Looking up, it's easy to spot the clouds. The white fluff is strikingly contrasted by the blue sky. It's not so easy from space, especially above the Earth's poles. The clouds blend in against the vast expanses of snow and ice. This is a problem for scientists who use satellites to study clouds and climate. Recently though, UC Berkeley statistician Bin Yu, her graduate student Tao Shi, and their collaborators have devised a new algorithm that detects clouds even when the poles play tricks on the satellites' electronic eyes.

Photo of Professor Bin Yu

Professor Bin Yu's research is supported by National Science Foundation grants and by a Miller Research Professorship in 2004.

Understanding clouds is essential for scientists to computationally model Earth's current climate and make projections about the future. Historically, uncertainties about how clouds interact with radiation from the sun and the Earth have added to the difficulty of making accurate forecasts.

"Clouds have a cooling effect by reflecting the sun's radiation, but they also warm the Earth's surface by acting like a blanket," Yu says. "The tradeoff between cloud heating and cooling depends mainly on their thickness and height above the surface. So if you don't know where the clouds are and, as a result, the way they feedback on the global climate, the climate models don't really work."

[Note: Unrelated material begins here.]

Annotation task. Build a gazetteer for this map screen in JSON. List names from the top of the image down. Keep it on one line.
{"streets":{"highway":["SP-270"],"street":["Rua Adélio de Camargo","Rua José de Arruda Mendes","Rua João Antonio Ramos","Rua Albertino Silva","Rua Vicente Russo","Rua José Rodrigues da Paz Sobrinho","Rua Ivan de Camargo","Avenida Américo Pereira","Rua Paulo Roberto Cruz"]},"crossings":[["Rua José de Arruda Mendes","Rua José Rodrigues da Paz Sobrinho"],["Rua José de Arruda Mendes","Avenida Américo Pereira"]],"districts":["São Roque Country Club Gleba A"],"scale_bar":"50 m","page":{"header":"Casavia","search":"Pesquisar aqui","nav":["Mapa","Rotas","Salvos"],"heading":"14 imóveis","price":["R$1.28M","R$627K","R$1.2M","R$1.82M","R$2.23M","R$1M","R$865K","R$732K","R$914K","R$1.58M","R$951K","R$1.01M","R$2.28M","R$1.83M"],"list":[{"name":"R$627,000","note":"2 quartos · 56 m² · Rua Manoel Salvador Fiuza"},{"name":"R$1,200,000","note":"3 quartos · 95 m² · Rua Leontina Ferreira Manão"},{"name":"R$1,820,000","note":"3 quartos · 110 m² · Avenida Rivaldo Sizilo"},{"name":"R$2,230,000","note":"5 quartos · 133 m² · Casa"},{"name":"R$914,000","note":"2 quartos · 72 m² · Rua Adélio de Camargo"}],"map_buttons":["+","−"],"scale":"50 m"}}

Today's cloud detection systems that sift through mountains of satellite measurements are notoriously error-prone when it comes to the polar regions. The detection schemes usually rely upon visual or thermal contrast between the clouds and the surfaces below them. But conventional approaches fail if such contrasts are lacking. This commonly happens in the polar regions, where the ground may be as bright and as cold as the cloud above it.

NASA's Earth Observing System (EOS) Terra satellite, launched in 1999, carries a suite of next-generation instruments that aim to revolutionize cloud detection from space. One of these devices is the Multi-Angle Imaging Spectroradiometer (MISR) that views Earth across several bands of the electromagnetic spectrum using cameras pointed at nine different angles. No data like MISR's have ever been collected from space before, opening up possibilities for new cloud detection approaches.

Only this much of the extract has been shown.